По моим разведданным, все усилия дополнительного следствия теперь были направлены на изыскание доказательств алиби брата Аллы и особенно зятя убитого — Витюхина. Тот почти не врал, когда говорил о своем отце — генерале МВД. Отец был, правда, не генералом, а полковником МВД и занимал должность заместителя начальника Главного управления материально-технического обеспечения министерства. От него зависели все региональные и местные органы МВД, в том числе и ГУВД Московской области, которое занималось делом Олега. Появились новые показания Витюхина и его жены, согласно которым они оба в день совершения преступления выехали с утра из Щелкова в Москву, чтобы купить дочери зимнее пальто. Возникло заключение экспертa — инструктора местной школы водителей — о том, что Олег может самостоятельно управлять автомобилем, после того как подозреваемый совместно с этим инструктором проехал по периметру двора Щелковского УВД.

— То есть вы вновь из адвоката едва не превратились в обвиняемого?

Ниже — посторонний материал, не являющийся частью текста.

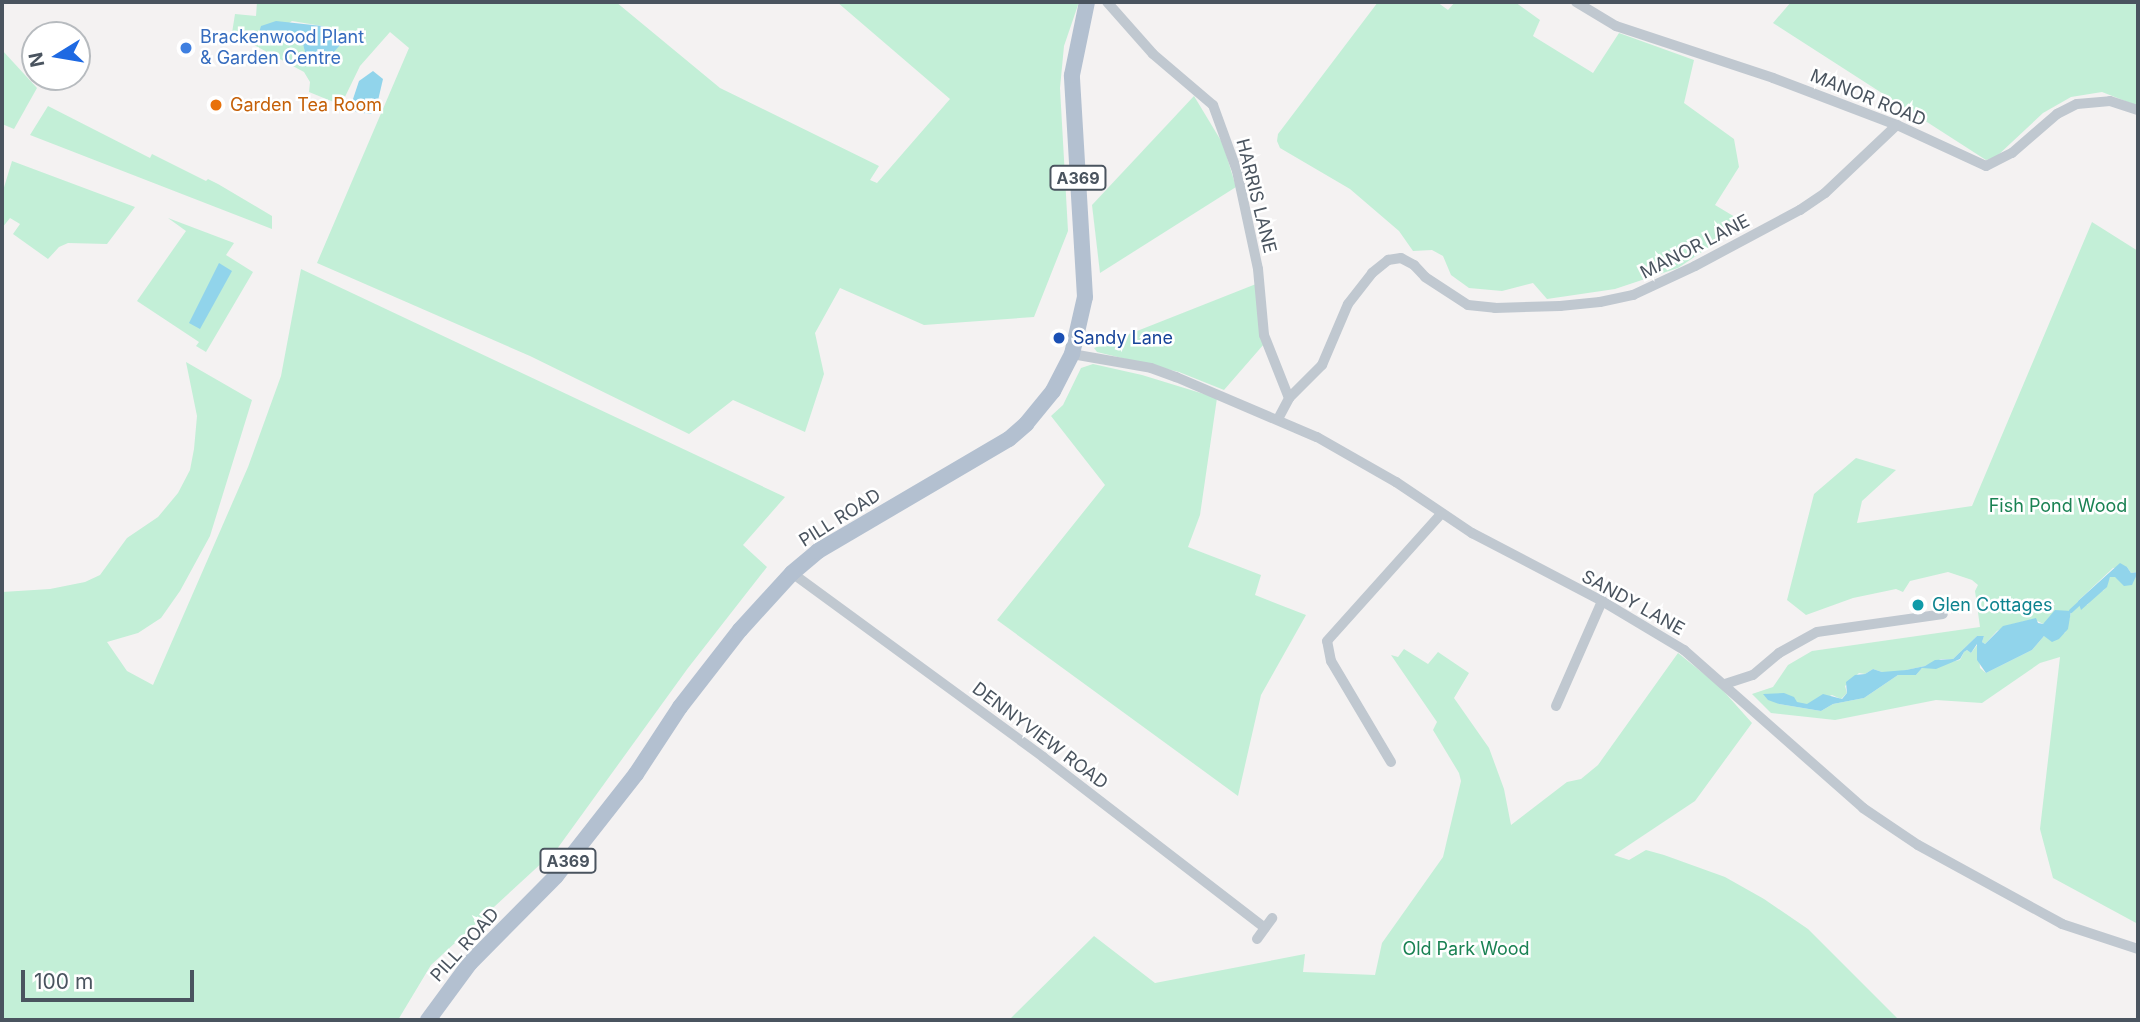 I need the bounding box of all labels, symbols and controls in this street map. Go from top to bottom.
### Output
north arrow [21,21,91,91]
place label: Brackenwood Plant & Garden Centre [200,27,364,70]
marker: Brackenwood Plant & Garden Centre [178,40,194,56]
text: N [24,50,50,69]
street label: MANOR ROAD [1807,65,1929,131]
place label: Garden Tea Room [230,94,382,116]
marker: Garden Tea Room [208,97,224,113]
street label: HARRIS LANE [1231,136,1281,256]
road number: A369 [1048,166,1108,190]
street label: MANOR LANE [1637,210,1753,284]
place label: Sandy Lane [1073,327,1173,349]
marker: Sandy Lane [1051,330,1067,346]
street label: PILL ROAD [795,484,885,552]
park label: Fish Pond Wood [1989,495,2127,517]
street label: SANDY LANE [1578,566,1688,640]
place label: Glen Cottages [1932,594,2052,616]
marker: Glen Cottages [1910,597,1926,613]
street label: DENNYVIEW ROAD [968,678,1112,794]
road number: A369 [538,848,598,874]
street label: PILL ROAD [426,904,504,986]
park label: Old Park Wood [1402,938,1530,960]
scale bar [24,956,198,1000]
text: 100 m [34,969,93,994] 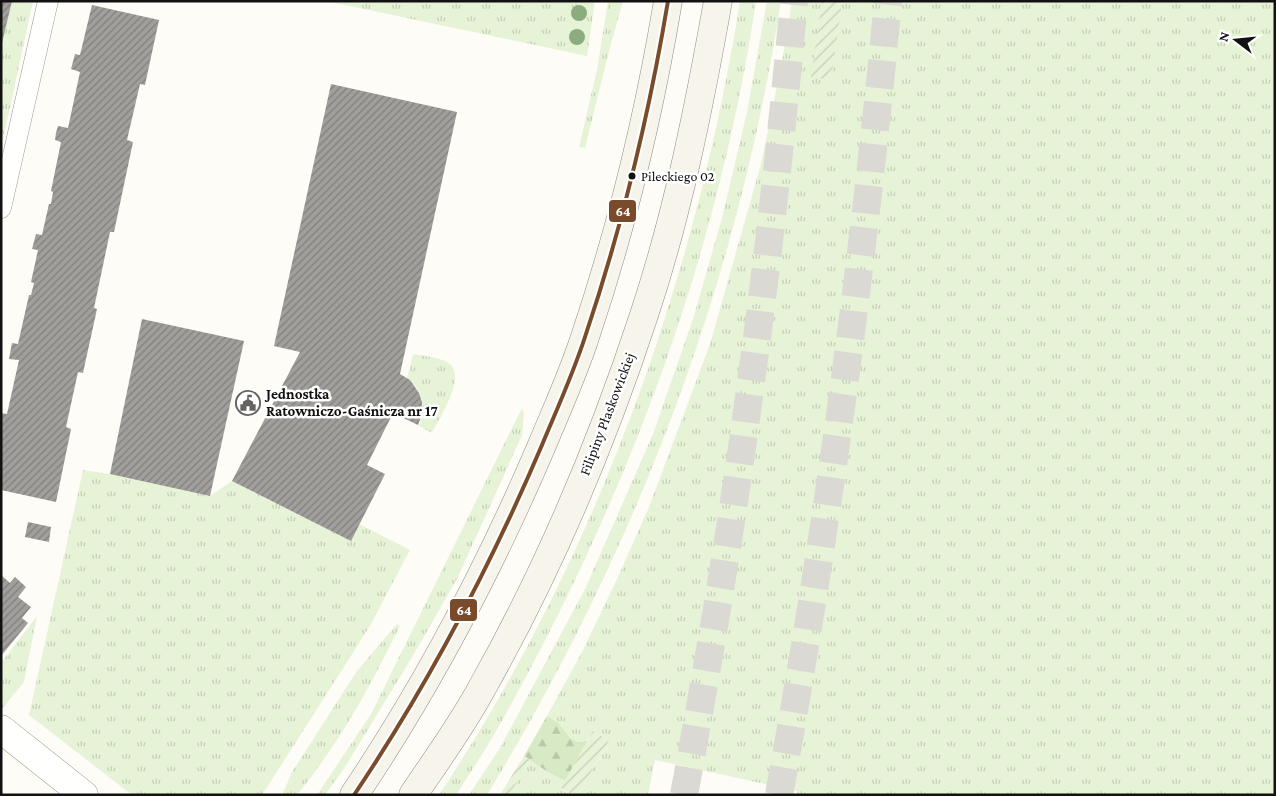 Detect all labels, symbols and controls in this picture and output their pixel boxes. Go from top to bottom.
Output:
north arrow [1211,15,1261,65]
text: N [1214,29,1233,43]
place label: Pileckiego 02 [641,168,715,184]
marker: Pileckiego 02 [627,171,637,181]
line badge: 64 [608,199,637,223]
text: 64 [615,203,631,219]
street label: Filipiny Płaskowickiej [576,350,639,478]
place label: Jednostka Ratowniczo-Gaśnicza nr 17 [264,386,438,419]
public building icon: Jednostka Ratowniczo-Gaśnicza nr 17 [235,390,261,416]
line badge: 64 [449,598,478,622]
text: 64 [456,602,472,618] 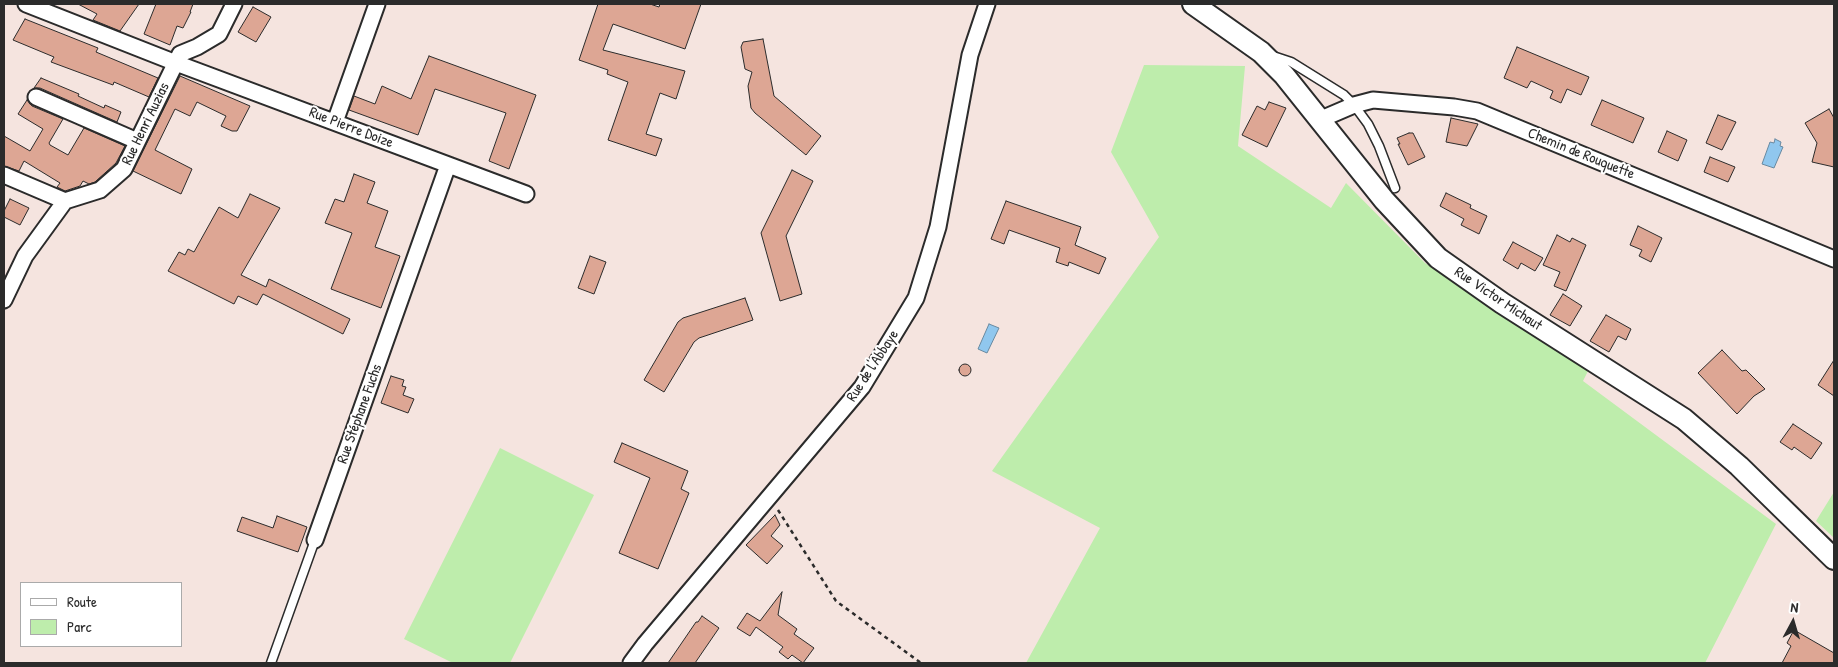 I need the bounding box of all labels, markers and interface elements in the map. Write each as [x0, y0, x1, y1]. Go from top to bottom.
street label: Rue Henri Auzias [118, 80, 174, 168]
street label: Rue Pierre Doize [306, 104, 396, 152]
street label: Chemin de Rouquette [1525, 124, 1637, 184]
street label: Rue Victor Michaut [1451, 263, 1545, 335]
street label: Rue de l'Abbaye [843, 327, 903, 405]
street label: Rue Stéphane Fuchs [334, 362, 386, 466]
legend [20, 582, 182, 647]
text: Route [67, 591, 97, 612]
north arrow [1768, 597, 1818, 647]
text: N [1790, 597, 1799, 616]
text: Parc [67, 616, 92, 637] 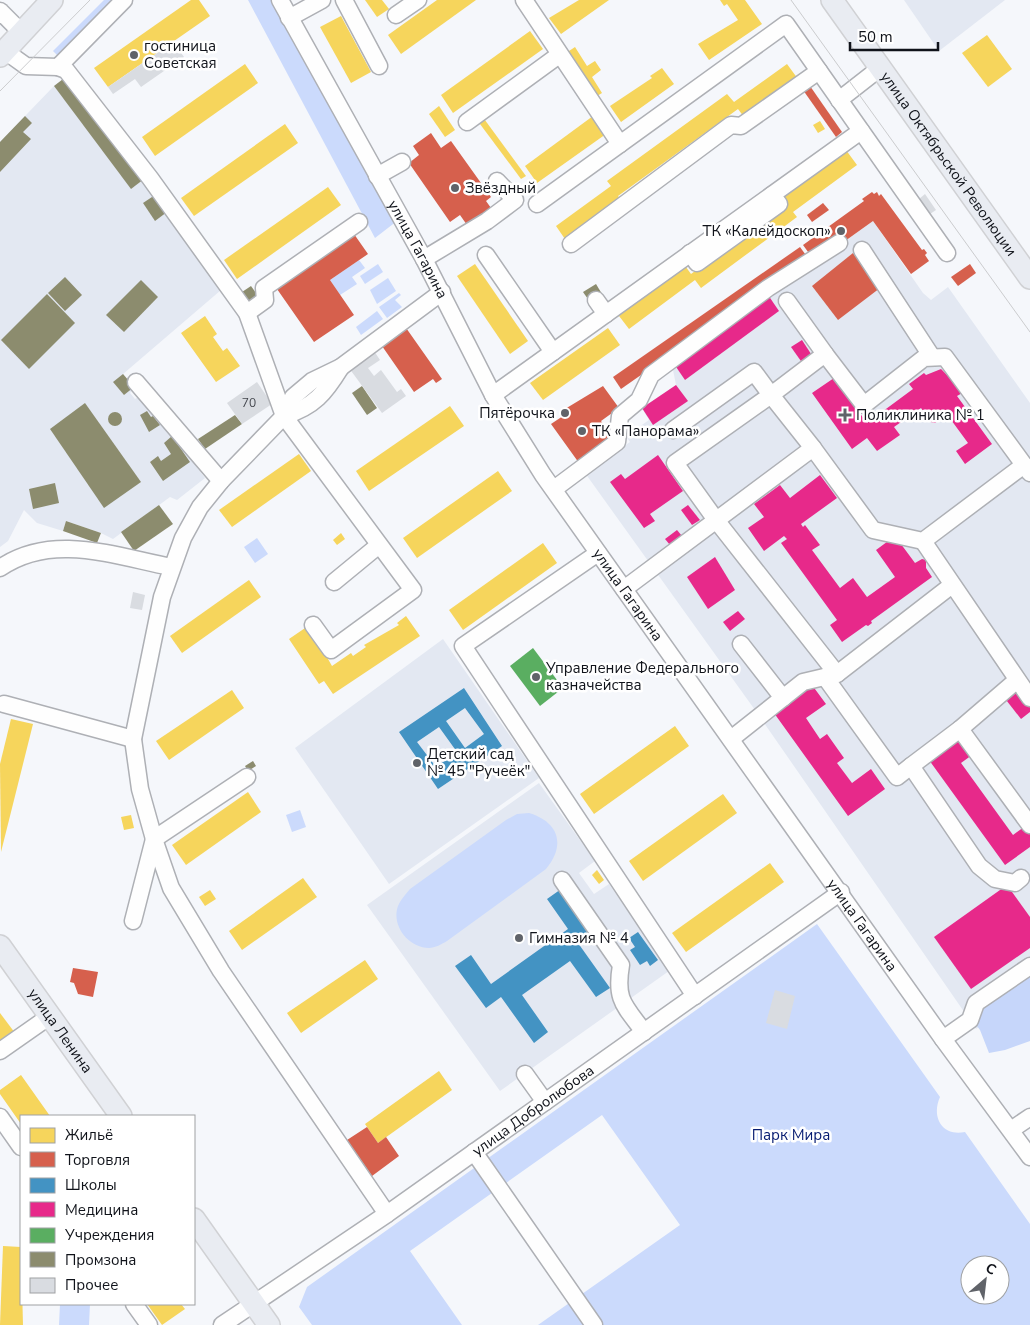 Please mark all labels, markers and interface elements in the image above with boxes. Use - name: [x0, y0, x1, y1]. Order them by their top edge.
- scale bar: [850, 20, 938, 52]
- text: 50 m: [858, 27, 893, 47]
- place label: гостиница Советская: [144, 36, 217, 73]
- marker: гостиница Советская: [128, 49, 140, 61]
- street label: улица Октябрьской Революции: [876, 67, 1021, 260]
- place label: Звёздный: [465, 178, 536, 198]
- marker: Звёздный: [449, 182, 461, 194]
- street label: улица Гагарина: [383, 197, 452, 302]
- place label: ТК «Калейдоскоп»: [702, 221, 831, 241]
- marker: ТК «Калейдоскоп»: [835, 225, 847, 237]
- house number: 70: [242, 395, 256, 411]
- place label: Пятёрочка: [479, 403, 555, 423]
- place label: Поликлиника № 1: [856, 405, 985, 425]
- marker: Пятёрочка: [559, 407, 571, 419]
- marker: Поликлиника № 1: [838, 408, 852, 422]
- place label: ТК «Панорама»: [592, 421, 699, 441]
- marker: ТК «Панорама»: [576, 425, 588, 437]
- street label: улица Гагарина: [588, 544, 668, 645]
- place label: Управление Федерального казначейства: [545, 658, 739, 695]
- marker: Управление Федерального казначейства: [530, 671, 542, 683]
- place label: Детский сад № 45 "Ручеёк": [427, 744, 530, 781]
- marker: Детский сад № 45 "Ручеёк": [411, 757, 423, 769]
- street label: улица Гагарина: [823, 875, 902, 975]
- place label: Гимназия № 4: [529, 928, 629, 948]
- marker: Гимназия № 4: [513, 932, 525, 944]
- street label: улица Ленина: [23, 984, 97, 1077]
- street label: улица Добролюбова: [468, 1060, 598, 1161]
- legend: [20, 1115, 195, 1305]
- text: Жильё: [65, 1125, 113, 1145]
- park label: Парк Мира: [752, 1125, 830, 1145]
- text: Торговля: [65, 1150, 130, 1170]
- text: Школы: [65, 1175, 117, 1195]
- text: Медицина: [65, 1200, 138, 1220]
- text: Учреждения: [64, 1225, 154, 1245]
- text: Промзона: [65, 1250, 136, 1270]
- north arrow: [960, 1255, 1010, 1305]
- text: С: [982, 1258, 1000, 1280]
- text: Прочее: [65, 1275, 118, 1295]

— В общем-то да. Сначала я получил официальную повестку о назначении дела к рассмотрению в суде, а примерно через неделю пришла повестка из Прокуратуры РСФСР — явиться для допроса в качестве свидетеля по делу о злоупотреблениях и нарушениях законности в МГКА. Самое пикантное в том, что на допрос меня вызывали в тот же день и в тот же час, когда в суде было назначено дело Олега Ш. К тому времени за мной уже было установлено наружное наблюдение, телефон прослушивался, и даже в моем автомобиле умудрились поставить «жучок». Возникло подозрение, что к моему делу уже подключили КГБ. Но в таком случае это было связано еще и с моими встречами с иностранцами, которые иногда привозили мне письма от дочери из Германии. Тем более что я нарочно по телефону открытым текстом поведал ей о своих новых заботах и даже переслал некоторые свои жалобы по делу, чтобы она пустила их в ход при необходимости через Amnesty International, международным членом которой я был. Но передо мной встала дилемма: куда же мне идти в день начала процесса Олега — в суд или на допрос к Коротаеву? Если я не явлюсь в суд, то дам повод для обвинения меня в срыве процесса. А если не явлюсь в прокуратуру, дам основания обвинить меня в уклонении от явки к следователю. И я решил явиться в суд пораньше и сразу же заявить ходатайство — отложить дело в связи с необходимостью моей явки в прокуратуру. Судья долго разговаривал по телефону и, вернувшись в зал, объявил, что заседание продолжается, а мне следует явиться в прокуратуру в восемнадцать часов.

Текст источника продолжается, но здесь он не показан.